An Orthodox understanding of Eucharist and Church

An Orthodox understanding of Eucharist and Church April 27, 2018

In his classic bestseller The Orthodox Church, noted Metropolitan Kallistos Ware shares the following insight into the close connection between Eucharist and ecclesiology:

[A]t the Eucharist the members of Christ’s Body the Church receive His Body in the sacrament. The Eucharist, by uniting the members of the Church to Christ, at the same time unites them to one another.

Essentially, Ware is stating from an Eastern Orthodox perspective what then-Cardinal Joseph Ratzinger and Cardinal Avery Dulles have often stated from the Catholic perspective. First, within the Eucharist, sacrament and ecclesiology are closely connected. Second, there is a vertical dimension to eucharistic communion through which the Christian believer unites oneself to Christ, and through Christ, a horizontal dimension through which Christian believers unite themselves to each other.

This should hardly be surprising to sincere Christians. Both vertical and horizontal are required to make the sign of the cross.

Yet Ware goes even further in his explanation of Eucharistic ecclesiology. As one reads in the following passage, Ware states that the Eucharist creates unity among Christians within the Church:

The Eucharist creates the unity of the Church. The Church (as Ignatius saw) is a Eucharistic society, a sacramental organism which exists – and exists in its fullness – wherever the Eucharist is celebrated. It is no coincidence that the term ‘Body of Christ’ should mean both the Church and the sacrament; and that the phrase communion sanctorum in the Apostles’ Creed should mean both ‘the communion of the holy people’ (communion of the saints) and ‘the communion of the holy things’ (communion in the sacraments).

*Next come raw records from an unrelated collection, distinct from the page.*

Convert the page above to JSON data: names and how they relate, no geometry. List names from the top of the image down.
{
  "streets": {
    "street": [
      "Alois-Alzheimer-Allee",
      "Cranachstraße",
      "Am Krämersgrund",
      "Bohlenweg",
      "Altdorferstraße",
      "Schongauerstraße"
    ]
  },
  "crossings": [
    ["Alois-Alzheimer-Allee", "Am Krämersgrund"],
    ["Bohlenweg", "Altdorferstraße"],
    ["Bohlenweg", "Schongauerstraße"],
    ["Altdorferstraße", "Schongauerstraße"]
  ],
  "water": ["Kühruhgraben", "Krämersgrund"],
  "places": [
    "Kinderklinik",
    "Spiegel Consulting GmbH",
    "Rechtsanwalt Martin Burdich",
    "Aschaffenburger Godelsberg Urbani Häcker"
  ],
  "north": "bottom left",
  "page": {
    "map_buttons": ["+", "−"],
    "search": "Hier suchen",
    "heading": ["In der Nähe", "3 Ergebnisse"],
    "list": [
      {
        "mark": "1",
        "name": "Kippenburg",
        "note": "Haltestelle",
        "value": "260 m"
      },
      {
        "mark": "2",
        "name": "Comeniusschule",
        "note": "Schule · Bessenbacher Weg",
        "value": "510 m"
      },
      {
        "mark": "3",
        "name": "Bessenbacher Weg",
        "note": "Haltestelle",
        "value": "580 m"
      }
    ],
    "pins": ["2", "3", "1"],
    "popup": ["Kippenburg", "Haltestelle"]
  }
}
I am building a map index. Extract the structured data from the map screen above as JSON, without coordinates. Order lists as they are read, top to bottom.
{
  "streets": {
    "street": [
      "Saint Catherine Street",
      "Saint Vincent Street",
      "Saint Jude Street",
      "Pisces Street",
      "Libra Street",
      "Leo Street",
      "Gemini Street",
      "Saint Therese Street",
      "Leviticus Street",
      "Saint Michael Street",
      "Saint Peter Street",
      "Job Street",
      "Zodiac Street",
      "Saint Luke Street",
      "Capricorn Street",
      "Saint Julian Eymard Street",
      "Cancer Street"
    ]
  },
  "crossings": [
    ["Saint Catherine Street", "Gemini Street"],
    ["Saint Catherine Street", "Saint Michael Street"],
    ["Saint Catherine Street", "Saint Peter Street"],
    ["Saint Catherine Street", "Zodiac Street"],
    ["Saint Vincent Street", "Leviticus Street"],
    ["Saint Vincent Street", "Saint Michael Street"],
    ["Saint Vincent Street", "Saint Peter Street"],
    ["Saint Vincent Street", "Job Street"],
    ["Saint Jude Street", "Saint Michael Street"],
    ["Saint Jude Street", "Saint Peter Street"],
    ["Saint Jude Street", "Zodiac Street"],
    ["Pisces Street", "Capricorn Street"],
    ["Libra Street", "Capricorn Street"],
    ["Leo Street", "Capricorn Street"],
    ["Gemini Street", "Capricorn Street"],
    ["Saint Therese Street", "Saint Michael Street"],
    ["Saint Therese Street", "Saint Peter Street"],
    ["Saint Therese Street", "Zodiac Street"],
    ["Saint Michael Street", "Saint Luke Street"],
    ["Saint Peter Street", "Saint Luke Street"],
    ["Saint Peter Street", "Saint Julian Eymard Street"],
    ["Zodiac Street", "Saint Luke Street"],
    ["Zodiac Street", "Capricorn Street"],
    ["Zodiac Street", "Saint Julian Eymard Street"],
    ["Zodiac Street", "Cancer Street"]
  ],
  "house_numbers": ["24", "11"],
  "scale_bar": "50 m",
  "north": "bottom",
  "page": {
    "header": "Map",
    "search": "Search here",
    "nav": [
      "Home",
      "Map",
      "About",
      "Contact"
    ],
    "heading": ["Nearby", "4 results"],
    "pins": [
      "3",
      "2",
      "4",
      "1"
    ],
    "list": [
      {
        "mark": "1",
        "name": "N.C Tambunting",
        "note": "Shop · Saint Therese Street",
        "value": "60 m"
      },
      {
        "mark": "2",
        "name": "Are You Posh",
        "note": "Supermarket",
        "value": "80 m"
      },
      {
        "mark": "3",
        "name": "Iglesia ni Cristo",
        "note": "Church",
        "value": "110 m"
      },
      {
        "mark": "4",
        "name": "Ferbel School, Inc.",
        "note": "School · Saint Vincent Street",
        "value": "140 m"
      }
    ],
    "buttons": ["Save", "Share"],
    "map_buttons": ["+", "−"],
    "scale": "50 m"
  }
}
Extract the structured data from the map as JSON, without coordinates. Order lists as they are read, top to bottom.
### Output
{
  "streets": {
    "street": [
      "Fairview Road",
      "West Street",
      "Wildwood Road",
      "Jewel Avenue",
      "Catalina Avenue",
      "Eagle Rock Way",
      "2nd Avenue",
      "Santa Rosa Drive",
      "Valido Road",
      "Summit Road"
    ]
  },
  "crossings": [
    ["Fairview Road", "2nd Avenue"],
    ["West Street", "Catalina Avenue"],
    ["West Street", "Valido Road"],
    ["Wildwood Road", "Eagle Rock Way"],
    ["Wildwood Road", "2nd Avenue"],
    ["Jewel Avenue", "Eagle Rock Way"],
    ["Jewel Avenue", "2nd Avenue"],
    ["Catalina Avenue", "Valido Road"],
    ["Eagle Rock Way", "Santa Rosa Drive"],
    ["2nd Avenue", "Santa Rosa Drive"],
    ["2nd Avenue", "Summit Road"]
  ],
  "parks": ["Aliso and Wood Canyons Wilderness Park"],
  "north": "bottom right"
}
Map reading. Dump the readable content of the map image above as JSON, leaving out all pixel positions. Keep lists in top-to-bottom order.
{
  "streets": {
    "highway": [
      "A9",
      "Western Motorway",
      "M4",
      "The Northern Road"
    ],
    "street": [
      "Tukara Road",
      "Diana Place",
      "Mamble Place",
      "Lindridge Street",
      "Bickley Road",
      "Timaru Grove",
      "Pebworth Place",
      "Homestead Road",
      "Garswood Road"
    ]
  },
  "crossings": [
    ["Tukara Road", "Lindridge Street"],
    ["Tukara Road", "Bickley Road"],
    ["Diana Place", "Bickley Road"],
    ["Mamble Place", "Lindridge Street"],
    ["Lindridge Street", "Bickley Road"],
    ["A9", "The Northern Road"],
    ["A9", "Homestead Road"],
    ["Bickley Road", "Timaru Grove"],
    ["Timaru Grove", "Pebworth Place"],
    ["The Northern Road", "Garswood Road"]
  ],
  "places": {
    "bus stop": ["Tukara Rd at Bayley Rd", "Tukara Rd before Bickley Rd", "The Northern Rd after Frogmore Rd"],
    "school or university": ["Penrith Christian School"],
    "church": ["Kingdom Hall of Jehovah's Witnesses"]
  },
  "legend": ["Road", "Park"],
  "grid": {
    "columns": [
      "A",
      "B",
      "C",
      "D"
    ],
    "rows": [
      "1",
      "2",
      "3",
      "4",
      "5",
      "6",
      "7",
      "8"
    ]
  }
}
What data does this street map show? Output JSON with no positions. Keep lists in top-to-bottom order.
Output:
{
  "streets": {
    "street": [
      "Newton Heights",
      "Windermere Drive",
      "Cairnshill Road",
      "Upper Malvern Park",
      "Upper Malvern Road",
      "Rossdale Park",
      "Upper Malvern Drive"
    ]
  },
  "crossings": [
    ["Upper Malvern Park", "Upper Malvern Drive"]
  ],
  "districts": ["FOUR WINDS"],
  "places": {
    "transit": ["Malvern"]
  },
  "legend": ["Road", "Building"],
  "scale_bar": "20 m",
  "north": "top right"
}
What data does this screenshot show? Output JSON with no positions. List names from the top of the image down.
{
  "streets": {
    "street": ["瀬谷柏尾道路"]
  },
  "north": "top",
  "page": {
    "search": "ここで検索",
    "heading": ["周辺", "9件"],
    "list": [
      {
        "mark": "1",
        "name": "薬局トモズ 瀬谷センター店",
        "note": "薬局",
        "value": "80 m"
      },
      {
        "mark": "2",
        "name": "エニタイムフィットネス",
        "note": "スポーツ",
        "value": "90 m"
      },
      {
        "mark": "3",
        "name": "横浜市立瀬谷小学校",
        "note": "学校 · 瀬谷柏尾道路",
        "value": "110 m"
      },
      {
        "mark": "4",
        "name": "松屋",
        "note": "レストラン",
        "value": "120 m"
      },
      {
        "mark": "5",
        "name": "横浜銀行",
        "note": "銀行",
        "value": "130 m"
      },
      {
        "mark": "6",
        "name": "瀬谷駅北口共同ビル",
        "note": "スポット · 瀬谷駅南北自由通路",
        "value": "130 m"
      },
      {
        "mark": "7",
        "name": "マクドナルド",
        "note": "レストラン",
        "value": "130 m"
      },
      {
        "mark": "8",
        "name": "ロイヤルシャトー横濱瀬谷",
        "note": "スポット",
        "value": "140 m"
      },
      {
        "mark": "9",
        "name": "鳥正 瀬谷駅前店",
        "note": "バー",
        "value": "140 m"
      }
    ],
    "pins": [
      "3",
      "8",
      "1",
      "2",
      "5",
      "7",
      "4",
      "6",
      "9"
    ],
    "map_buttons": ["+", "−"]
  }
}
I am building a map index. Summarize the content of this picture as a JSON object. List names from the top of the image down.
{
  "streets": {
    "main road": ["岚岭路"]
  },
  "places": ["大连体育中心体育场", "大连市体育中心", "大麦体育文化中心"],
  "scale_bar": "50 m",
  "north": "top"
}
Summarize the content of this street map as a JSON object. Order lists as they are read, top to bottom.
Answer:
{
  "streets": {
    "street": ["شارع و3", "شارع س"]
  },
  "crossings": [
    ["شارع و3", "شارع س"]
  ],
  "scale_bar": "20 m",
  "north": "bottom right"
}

Space does not permit me to analyze Ware’s quotation in great depth. Yet some additional key insights shared by Ware, from the perspective of Eastern Orthodoxy, yet at the same time consistent with the Western Catholic perspective presented by Ratzinger and Dulles, are the following: First, the Eucharist creates the unity that it – more accurately, He – signifies.

Second, this unity, which shares a common terminology, is both sacramental and ecclesiological. That is, the communion found in Christ through the Eucharist also brings about and deepens communion between believers as a Church. Likewise, we as Christ’s body the Church consume Christ’s body and blood in the Sacred Mysteries.